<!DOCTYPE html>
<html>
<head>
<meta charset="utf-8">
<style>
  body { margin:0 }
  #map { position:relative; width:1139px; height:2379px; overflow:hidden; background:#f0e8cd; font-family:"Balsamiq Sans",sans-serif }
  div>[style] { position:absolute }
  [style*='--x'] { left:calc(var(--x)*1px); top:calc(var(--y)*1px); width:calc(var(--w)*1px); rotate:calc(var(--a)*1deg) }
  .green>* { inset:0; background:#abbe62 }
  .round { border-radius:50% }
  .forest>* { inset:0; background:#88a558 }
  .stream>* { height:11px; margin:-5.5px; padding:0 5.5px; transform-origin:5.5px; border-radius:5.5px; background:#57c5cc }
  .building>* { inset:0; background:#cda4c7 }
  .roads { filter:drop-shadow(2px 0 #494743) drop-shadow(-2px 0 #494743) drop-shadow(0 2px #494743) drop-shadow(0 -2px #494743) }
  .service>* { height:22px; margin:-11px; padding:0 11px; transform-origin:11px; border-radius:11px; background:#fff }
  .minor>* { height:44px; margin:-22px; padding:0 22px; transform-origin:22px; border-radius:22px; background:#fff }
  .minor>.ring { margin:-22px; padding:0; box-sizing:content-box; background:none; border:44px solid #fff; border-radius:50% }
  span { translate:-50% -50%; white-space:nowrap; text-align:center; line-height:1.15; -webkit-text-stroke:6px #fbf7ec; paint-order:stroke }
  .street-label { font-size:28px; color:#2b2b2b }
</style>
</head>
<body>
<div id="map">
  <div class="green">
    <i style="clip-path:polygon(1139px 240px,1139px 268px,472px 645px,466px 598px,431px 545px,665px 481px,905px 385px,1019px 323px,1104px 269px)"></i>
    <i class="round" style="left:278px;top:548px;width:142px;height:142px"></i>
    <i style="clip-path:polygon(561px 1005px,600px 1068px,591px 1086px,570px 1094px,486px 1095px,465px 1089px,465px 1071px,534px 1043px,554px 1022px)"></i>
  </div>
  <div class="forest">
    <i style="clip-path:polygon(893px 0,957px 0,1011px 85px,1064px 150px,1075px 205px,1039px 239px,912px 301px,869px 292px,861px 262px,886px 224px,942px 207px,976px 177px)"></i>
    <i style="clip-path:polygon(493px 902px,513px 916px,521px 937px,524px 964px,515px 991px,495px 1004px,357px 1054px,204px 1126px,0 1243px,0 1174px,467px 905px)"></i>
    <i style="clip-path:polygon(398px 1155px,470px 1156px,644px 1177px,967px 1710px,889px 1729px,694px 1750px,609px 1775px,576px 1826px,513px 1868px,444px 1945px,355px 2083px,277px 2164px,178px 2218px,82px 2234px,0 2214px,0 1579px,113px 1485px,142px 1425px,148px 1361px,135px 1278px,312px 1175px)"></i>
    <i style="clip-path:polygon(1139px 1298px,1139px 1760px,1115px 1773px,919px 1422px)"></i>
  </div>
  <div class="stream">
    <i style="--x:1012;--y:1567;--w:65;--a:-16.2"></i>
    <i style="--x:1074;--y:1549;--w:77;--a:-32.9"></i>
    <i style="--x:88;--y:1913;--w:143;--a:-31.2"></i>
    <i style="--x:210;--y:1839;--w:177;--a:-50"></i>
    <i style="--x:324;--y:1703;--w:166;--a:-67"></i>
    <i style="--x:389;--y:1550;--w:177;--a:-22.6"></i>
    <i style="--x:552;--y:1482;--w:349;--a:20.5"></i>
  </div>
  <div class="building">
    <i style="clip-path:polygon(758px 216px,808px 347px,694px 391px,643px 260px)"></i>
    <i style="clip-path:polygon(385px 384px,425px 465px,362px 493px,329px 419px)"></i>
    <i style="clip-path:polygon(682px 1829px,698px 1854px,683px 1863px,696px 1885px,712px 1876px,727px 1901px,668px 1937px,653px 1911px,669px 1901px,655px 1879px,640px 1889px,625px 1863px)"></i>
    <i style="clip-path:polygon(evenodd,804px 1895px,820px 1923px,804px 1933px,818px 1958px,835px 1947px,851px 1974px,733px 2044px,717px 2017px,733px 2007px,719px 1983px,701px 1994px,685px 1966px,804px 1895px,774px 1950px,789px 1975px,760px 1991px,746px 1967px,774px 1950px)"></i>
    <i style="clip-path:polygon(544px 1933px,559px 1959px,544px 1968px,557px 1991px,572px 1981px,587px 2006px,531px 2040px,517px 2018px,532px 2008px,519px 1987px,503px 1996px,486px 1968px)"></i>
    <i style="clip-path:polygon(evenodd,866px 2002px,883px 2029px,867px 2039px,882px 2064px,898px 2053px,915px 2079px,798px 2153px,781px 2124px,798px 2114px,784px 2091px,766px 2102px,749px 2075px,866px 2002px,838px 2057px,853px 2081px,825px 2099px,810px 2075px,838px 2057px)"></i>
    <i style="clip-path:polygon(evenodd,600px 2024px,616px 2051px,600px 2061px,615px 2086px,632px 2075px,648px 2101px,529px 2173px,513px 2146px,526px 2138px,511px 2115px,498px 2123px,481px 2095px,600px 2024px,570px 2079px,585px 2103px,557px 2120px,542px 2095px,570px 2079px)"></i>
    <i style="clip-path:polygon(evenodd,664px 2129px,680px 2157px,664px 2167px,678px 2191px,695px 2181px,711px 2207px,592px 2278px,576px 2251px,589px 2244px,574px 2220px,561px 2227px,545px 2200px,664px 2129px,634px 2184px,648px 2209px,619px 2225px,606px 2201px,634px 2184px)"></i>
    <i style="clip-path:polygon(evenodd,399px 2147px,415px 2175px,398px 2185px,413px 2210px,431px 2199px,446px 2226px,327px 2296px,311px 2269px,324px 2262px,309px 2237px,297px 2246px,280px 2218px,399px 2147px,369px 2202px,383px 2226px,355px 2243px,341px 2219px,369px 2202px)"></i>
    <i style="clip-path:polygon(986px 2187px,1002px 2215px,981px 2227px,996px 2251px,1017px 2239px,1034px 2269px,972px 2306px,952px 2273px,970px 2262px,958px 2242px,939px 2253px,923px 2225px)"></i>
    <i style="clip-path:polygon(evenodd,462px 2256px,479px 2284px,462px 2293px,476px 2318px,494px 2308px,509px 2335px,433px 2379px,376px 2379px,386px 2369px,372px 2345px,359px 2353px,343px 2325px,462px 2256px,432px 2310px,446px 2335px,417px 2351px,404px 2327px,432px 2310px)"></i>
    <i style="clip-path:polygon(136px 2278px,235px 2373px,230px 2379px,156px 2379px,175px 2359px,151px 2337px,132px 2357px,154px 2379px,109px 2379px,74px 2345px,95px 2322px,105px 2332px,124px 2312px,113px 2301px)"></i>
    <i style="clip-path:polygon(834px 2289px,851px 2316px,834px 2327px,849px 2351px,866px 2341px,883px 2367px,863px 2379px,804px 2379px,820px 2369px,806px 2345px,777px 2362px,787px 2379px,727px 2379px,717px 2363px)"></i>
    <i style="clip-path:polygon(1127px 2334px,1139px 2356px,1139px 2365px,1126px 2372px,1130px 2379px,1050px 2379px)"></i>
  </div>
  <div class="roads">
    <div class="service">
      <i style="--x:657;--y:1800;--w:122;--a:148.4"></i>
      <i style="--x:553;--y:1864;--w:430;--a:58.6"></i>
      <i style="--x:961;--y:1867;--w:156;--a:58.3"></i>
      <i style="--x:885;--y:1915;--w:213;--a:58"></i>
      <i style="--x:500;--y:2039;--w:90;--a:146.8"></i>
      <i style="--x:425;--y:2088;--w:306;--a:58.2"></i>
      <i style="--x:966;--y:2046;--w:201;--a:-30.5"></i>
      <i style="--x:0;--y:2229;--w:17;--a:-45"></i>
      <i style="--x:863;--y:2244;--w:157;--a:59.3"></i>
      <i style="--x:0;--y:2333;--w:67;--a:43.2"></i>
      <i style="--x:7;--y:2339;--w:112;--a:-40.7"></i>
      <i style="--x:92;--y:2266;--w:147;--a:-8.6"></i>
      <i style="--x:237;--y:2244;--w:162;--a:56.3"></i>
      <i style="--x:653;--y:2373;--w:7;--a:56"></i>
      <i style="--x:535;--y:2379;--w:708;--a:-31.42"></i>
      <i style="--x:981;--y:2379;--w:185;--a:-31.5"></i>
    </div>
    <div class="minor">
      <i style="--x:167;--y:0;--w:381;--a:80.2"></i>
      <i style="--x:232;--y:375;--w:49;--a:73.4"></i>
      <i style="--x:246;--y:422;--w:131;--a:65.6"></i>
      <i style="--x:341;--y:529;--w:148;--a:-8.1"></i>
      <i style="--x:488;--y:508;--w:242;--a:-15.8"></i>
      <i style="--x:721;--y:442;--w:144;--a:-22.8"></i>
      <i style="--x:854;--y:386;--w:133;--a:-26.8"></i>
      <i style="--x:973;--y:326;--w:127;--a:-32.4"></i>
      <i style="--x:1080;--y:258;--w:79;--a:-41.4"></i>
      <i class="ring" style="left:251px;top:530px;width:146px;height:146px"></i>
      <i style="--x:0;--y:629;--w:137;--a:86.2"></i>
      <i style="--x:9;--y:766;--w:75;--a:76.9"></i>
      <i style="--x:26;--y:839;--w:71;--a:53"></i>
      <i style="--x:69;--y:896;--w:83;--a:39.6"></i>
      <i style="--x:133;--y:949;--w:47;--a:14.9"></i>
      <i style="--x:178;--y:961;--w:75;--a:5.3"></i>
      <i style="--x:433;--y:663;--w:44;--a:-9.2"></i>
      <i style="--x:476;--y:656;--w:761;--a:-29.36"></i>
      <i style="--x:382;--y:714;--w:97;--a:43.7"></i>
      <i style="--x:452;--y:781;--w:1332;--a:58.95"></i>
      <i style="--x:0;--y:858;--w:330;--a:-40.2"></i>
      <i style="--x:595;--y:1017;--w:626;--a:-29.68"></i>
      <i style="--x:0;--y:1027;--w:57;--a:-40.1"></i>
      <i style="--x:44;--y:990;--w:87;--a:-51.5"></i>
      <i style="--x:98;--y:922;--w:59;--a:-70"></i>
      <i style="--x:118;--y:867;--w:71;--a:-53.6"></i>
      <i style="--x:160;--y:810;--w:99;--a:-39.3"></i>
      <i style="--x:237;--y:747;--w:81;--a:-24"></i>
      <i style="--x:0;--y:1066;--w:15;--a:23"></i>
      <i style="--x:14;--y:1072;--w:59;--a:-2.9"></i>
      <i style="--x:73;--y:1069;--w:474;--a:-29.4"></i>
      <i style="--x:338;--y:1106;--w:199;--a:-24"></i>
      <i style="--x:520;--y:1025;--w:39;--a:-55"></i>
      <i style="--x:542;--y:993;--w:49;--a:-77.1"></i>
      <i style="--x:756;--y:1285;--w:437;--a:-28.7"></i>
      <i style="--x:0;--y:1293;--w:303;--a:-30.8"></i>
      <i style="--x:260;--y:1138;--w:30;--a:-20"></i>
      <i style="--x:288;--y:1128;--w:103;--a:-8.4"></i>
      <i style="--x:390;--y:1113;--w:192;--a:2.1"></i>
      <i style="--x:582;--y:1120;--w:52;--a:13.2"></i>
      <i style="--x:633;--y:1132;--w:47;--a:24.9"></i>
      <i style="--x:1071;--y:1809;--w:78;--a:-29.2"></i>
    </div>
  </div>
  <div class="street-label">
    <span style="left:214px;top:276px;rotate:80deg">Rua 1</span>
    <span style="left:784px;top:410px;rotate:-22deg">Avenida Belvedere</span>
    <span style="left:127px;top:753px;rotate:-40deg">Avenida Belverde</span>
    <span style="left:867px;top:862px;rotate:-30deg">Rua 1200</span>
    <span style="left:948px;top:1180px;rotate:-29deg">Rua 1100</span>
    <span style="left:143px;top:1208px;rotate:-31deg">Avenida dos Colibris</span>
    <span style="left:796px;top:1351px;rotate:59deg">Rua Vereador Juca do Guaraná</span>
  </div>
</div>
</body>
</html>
========================================================================
## TASK GOAL
The line containing "filter:drop-shadow(2px 0 #494743)" marks the end: copy exactly every line from the top of the data above down to it, that line included.

## EXERCISE ANSWER
<!DOCTYPE html>
<html>
<head>
<meta charset="utf-8">
<style>
  body { margin:0 }
  #map { position:relative; width:1139px; height:2379px; overflow:hidden; background:#f0e8cd; font-family:"Balsamiq Sans",sans-serif }
  div>[style] { position:absolute }
  [style*='--x'] { left:calc(var(--x)*1px); top:calc(var(--y)*1px); width:calc(var(--w)*1px); rotate:calc(var(--a)*1deg) }
  .green>* { inset:0; background:#abbe62 }
  .round { border-radius:50% }
  .forest>* { inset:0; background:#88a558 }
  .stream>* { height:11px; margin:-5.5px; padding:0 5.5px; transform-origin:5.5px; border-radius:5.5px; background:#57c5cc }
  .building>* { inset:0; background:#cda4c7 }
  .roads { filter:drop-shadow(2px 0 #494743) drop-shadow(-2px 0 #494743) drop-shadow(0 2px #494743) drop-shadow(0 -2px #494743) }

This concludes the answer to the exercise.